-------- Extracted information --------
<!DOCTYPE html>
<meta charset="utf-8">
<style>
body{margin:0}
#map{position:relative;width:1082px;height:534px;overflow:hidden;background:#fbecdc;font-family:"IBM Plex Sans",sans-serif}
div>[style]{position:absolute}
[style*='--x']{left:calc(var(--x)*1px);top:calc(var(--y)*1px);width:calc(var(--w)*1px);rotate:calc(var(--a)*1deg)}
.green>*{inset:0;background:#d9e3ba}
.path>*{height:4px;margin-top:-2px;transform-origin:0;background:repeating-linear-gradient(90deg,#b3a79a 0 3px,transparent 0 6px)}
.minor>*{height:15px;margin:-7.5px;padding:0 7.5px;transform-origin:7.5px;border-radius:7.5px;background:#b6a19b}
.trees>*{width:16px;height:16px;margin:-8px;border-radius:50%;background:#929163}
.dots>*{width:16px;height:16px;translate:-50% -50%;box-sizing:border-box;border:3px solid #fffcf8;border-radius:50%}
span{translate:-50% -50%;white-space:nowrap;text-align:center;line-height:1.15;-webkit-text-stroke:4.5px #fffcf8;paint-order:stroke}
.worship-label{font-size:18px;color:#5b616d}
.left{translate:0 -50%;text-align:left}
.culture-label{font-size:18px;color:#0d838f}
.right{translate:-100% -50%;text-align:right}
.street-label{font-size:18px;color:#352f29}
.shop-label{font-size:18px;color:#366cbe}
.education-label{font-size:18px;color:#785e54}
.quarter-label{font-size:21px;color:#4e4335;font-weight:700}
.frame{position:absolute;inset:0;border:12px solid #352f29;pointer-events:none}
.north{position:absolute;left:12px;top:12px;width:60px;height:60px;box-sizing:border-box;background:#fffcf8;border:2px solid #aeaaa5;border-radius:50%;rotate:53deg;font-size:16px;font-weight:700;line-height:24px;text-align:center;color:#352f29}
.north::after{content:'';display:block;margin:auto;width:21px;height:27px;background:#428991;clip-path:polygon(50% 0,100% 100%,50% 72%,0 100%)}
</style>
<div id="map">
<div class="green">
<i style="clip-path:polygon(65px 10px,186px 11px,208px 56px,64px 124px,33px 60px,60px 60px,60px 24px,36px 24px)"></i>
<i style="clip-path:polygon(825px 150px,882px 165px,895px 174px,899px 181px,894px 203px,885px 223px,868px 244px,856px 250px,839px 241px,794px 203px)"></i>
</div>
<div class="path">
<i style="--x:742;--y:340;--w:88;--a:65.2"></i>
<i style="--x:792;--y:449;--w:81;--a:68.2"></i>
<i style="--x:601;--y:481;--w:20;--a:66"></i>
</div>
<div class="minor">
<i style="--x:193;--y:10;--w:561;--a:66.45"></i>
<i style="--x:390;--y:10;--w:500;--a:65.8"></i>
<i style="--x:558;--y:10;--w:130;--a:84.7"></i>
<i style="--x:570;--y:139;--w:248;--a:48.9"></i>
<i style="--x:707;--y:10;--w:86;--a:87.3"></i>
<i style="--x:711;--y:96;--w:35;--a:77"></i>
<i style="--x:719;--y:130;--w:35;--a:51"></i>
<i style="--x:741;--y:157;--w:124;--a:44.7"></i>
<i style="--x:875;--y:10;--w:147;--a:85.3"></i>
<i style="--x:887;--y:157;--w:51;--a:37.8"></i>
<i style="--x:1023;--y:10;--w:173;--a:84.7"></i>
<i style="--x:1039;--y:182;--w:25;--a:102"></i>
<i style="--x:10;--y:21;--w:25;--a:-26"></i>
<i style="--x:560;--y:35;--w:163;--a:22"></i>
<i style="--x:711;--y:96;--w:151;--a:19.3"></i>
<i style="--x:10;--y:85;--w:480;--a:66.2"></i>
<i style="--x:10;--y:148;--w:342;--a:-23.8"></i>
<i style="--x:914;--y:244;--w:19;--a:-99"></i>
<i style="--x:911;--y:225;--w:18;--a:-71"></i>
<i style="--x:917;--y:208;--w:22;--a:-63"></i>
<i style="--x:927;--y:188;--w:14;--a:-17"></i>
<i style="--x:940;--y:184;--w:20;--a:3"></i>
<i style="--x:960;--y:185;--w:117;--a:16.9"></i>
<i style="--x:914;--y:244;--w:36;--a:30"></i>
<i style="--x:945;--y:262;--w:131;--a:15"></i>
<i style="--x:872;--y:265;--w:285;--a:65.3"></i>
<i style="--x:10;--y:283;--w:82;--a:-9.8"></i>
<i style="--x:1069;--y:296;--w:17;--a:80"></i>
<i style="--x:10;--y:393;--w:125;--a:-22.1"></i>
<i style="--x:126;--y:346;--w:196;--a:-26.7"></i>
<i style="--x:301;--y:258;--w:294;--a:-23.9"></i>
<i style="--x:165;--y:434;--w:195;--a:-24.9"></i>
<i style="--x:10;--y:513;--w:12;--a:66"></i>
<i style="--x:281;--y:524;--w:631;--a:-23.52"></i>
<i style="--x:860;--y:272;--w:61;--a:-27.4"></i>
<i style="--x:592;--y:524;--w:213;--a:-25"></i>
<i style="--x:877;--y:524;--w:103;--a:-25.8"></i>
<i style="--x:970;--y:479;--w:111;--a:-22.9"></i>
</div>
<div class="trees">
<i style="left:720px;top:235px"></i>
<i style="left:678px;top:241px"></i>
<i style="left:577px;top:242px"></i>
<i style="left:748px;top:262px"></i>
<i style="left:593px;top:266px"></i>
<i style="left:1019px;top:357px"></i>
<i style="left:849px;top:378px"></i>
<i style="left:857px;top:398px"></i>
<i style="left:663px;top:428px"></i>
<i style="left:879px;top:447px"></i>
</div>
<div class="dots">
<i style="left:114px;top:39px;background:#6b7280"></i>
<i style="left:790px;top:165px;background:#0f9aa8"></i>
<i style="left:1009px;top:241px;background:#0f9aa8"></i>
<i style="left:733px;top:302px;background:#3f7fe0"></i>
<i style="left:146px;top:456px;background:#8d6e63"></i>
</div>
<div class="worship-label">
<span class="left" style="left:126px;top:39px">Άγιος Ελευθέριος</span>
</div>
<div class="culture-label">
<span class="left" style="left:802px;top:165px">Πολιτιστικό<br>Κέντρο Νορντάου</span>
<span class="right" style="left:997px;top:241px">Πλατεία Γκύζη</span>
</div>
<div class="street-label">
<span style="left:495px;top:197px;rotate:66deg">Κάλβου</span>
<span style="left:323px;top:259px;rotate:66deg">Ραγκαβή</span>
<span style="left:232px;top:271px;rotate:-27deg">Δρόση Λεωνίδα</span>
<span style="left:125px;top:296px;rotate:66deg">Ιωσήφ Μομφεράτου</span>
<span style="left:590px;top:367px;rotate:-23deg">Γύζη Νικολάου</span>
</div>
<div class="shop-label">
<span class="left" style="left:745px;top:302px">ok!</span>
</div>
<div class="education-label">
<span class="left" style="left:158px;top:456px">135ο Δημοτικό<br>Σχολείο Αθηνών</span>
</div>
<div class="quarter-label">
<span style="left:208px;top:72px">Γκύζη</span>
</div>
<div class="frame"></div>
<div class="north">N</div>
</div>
--------
-------- Extracted information --------
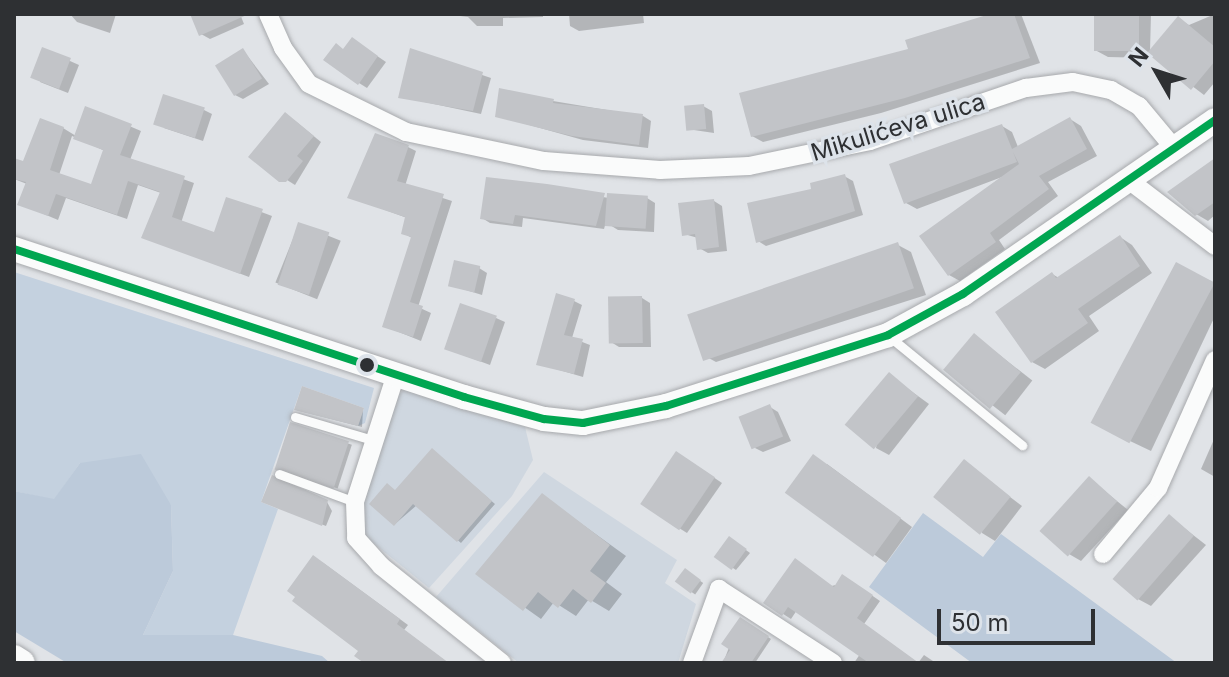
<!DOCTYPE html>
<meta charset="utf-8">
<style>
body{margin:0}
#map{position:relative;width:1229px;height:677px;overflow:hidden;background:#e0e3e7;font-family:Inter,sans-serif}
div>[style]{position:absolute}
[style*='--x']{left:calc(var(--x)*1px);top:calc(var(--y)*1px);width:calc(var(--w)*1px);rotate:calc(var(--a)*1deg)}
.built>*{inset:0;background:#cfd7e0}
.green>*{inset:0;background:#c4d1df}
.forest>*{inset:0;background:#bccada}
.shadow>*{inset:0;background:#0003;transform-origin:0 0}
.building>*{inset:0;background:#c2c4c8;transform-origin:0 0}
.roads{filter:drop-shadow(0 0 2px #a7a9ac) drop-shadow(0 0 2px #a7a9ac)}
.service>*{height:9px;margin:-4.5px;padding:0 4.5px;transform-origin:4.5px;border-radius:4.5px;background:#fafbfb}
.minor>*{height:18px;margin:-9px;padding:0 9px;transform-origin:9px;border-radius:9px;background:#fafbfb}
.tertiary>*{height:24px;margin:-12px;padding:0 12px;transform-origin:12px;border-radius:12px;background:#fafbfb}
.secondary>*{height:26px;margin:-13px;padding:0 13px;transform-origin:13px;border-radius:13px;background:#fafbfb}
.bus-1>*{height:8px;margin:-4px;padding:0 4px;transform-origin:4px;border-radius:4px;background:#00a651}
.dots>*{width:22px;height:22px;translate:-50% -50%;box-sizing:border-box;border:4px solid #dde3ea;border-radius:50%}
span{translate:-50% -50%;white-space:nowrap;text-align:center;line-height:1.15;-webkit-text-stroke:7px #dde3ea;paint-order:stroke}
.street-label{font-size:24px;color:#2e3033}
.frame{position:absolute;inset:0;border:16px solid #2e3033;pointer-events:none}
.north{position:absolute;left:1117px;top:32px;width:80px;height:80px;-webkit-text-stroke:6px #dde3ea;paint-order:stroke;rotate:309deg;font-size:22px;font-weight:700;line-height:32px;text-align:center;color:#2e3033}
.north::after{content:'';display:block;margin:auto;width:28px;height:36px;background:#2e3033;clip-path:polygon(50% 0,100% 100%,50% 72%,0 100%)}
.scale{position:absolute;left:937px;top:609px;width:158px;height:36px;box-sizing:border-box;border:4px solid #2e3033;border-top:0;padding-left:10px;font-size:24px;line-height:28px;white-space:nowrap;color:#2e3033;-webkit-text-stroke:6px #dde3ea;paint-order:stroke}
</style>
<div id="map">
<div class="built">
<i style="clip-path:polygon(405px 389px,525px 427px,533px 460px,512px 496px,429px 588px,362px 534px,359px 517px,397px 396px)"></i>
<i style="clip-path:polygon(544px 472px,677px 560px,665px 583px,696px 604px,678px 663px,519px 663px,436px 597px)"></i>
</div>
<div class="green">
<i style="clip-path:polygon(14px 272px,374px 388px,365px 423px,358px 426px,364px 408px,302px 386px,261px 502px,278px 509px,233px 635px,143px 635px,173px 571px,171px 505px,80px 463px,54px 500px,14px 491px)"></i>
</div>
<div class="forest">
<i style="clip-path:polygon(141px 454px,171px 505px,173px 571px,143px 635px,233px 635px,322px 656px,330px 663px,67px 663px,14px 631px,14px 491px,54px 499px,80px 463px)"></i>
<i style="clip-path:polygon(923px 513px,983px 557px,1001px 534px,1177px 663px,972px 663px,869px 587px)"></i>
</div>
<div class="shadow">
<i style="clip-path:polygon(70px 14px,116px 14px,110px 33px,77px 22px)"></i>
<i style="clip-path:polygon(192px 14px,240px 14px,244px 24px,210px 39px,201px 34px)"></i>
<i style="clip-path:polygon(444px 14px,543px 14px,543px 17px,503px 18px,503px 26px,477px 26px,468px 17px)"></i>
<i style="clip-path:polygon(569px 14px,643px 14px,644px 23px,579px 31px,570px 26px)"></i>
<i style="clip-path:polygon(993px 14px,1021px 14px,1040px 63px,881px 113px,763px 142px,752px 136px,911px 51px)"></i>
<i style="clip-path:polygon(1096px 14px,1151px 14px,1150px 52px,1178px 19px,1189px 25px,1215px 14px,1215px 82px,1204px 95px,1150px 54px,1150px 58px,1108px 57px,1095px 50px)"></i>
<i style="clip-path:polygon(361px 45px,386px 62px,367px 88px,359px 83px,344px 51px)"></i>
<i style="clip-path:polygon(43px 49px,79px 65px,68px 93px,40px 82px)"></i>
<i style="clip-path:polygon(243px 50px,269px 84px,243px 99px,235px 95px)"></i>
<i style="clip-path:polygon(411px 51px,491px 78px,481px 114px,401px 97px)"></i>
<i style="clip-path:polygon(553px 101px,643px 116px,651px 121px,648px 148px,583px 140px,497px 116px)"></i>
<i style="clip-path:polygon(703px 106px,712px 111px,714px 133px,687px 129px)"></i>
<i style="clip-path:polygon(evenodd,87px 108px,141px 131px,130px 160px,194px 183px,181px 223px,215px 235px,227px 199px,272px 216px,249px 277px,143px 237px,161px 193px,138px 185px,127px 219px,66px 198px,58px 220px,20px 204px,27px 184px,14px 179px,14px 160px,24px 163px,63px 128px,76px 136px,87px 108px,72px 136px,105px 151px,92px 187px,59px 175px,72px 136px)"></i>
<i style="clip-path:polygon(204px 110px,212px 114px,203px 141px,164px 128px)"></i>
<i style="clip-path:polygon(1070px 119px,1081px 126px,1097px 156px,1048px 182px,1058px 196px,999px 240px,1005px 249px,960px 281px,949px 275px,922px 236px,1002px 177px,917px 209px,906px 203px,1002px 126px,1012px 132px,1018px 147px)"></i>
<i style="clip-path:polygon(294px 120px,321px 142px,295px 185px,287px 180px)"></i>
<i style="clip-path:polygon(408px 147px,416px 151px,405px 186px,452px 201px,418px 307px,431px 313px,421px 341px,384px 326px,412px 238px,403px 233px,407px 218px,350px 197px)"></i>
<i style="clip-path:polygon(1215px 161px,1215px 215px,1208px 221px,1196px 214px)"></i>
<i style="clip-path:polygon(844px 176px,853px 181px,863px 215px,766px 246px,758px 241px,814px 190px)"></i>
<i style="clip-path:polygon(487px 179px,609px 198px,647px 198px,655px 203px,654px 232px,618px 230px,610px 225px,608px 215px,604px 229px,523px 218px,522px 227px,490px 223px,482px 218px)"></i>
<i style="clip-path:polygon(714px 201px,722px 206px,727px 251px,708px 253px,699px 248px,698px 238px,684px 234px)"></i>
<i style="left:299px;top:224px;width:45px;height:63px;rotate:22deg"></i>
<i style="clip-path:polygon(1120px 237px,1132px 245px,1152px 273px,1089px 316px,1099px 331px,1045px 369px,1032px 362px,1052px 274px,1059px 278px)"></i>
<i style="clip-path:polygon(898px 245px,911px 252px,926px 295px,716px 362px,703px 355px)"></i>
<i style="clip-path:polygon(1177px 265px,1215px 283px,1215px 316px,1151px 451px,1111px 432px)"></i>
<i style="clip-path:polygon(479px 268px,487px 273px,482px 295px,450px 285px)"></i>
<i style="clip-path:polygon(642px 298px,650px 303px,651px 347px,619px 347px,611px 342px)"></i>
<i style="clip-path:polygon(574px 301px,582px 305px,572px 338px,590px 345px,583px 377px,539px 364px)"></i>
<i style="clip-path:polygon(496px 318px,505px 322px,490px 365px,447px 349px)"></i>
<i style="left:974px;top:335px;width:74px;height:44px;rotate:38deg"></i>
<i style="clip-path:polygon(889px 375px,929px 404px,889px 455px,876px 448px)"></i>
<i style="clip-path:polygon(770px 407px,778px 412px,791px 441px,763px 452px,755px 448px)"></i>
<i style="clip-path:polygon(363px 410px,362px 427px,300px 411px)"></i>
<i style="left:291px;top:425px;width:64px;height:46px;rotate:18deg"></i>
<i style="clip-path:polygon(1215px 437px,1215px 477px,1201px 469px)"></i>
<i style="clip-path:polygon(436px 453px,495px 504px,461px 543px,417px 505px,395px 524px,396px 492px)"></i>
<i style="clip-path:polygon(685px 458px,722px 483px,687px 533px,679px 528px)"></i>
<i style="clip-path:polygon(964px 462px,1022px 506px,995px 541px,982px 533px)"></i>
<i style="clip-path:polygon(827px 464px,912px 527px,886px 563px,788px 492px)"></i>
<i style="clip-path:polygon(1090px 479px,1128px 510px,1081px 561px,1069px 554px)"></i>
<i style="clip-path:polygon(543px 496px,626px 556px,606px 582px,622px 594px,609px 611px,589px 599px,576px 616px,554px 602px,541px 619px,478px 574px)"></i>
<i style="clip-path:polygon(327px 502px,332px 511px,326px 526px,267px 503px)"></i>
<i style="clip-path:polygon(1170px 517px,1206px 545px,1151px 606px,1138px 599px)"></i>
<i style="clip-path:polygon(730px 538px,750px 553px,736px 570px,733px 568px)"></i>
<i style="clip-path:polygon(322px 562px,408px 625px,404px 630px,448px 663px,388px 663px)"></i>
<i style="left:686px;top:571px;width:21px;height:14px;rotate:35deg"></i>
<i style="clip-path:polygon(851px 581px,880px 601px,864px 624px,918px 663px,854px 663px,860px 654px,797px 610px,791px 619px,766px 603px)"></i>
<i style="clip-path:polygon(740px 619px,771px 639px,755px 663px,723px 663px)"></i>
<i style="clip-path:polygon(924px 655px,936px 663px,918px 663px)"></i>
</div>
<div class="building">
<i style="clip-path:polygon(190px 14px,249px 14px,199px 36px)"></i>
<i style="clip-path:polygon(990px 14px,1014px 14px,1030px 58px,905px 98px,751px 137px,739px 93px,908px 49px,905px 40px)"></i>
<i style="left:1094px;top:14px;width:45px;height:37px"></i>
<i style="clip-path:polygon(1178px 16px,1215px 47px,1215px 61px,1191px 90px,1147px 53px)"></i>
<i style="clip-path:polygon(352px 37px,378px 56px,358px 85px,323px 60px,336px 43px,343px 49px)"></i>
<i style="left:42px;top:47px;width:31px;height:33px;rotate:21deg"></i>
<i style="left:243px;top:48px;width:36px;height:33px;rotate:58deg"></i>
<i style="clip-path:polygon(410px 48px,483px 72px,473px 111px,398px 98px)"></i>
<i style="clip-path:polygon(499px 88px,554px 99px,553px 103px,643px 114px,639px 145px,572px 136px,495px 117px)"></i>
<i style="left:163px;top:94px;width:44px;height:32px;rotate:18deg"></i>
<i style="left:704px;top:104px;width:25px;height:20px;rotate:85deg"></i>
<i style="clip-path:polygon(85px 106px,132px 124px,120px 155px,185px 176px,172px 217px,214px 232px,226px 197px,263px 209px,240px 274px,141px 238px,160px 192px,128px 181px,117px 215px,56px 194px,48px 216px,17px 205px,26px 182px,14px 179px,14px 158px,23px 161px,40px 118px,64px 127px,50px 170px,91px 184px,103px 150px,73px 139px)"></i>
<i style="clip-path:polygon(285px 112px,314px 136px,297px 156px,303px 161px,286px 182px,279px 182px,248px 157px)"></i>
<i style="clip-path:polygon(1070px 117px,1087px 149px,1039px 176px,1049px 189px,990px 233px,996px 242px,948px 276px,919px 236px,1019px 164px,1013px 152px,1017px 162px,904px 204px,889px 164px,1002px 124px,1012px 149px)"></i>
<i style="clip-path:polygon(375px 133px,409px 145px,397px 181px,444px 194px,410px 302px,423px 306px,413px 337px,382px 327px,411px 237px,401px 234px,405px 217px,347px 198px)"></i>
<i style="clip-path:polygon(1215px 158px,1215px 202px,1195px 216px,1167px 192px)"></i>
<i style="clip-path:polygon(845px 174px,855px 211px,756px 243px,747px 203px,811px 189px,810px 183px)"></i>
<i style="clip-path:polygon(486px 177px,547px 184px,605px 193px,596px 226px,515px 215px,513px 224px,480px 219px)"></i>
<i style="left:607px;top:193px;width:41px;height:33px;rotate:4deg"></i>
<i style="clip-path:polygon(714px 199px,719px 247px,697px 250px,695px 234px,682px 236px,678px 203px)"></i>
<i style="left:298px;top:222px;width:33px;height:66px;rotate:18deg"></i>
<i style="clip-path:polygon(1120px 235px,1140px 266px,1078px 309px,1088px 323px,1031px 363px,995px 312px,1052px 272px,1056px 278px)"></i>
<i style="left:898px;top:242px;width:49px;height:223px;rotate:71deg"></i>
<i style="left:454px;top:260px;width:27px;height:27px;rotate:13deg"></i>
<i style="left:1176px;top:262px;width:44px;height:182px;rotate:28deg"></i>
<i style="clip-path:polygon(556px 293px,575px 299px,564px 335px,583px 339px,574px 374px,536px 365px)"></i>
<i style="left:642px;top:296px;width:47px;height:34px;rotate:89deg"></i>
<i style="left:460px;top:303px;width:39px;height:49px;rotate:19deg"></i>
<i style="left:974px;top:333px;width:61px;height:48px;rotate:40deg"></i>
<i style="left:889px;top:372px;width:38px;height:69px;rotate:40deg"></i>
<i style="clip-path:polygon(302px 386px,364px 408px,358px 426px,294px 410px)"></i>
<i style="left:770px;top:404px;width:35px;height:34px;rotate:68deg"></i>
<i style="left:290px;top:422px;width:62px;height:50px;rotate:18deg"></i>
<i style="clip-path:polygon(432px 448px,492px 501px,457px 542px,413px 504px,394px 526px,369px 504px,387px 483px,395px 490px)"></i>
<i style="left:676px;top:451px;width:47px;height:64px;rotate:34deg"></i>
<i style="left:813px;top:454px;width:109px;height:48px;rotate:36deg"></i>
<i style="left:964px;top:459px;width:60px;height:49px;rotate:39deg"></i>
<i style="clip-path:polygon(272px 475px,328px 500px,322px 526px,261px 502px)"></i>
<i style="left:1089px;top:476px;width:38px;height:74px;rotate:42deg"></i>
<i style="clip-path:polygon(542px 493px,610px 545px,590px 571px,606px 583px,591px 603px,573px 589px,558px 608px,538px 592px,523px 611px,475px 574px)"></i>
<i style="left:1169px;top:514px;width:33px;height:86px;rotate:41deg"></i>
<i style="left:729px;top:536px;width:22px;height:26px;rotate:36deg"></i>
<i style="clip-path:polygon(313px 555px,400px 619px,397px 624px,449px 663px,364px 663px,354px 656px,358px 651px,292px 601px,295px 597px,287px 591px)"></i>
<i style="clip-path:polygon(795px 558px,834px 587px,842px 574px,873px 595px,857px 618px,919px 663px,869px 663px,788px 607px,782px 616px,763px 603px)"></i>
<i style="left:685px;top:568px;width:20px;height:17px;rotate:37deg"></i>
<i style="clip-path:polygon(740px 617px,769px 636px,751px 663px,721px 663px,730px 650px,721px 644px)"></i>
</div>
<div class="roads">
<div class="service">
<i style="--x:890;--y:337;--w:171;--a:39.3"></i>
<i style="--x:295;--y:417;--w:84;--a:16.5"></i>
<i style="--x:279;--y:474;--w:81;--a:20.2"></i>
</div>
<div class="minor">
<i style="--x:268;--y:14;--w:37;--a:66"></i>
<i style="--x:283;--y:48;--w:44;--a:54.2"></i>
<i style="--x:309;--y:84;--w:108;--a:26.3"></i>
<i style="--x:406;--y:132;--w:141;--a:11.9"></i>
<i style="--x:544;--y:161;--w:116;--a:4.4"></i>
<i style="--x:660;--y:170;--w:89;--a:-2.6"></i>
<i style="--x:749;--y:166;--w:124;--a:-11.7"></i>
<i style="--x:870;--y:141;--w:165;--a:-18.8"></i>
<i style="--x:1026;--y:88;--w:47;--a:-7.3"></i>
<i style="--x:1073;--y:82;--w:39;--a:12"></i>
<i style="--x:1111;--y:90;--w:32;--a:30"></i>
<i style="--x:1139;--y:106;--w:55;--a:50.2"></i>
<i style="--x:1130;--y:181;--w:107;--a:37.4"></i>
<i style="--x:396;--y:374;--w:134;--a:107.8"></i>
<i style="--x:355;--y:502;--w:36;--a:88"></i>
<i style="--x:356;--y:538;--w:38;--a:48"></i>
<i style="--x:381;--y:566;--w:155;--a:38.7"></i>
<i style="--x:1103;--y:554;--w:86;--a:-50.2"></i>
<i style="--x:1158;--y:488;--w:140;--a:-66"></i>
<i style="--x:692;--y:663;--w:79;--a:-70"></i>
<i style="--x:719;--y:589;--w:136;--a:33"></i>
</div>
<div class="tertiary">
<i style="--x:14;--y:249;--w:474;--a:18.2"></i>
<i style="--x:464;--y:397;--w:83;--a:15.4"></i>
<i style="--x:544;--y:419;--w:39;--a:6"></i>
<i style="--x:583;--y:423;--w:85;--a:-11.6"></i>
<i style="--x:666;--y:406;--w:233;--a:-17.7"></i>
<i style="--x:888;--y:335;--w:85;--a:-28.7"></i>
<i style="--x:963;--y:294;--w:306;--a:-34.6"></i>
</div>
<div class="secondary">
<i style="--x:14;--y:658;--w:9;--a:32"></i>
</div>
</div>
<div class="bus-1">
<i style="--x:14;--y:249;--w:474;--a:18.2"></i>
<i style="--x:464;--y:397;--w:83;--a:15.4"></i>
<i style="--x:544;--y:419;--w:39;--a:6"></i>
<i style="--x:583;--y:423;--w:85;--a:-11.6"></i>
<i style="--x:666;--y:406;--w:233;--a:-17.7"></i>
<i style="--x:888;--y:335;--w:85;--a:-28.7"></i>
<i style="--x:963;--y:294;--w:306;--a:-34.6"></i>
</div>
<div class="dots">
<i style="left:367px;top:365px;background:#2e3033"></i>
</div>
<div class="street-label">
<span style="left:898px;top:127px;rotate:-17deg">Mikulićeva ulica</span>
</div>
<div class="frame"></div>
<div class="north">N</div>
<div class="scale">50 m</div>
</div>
--------
:: Problem ::
Lines with "sans": return each one from the data above.

:: Output for this exercise ::
#map{position:relative;width:1082px;height:534px;overflow:hidden;background:#fbecdc;font-family:"IBM Plex Sans",sans-serif}
#map{position:relative;width:1229px;height:677px;overflow:hidden;background:#e0e3e7;font-family:Inter,sans-serif}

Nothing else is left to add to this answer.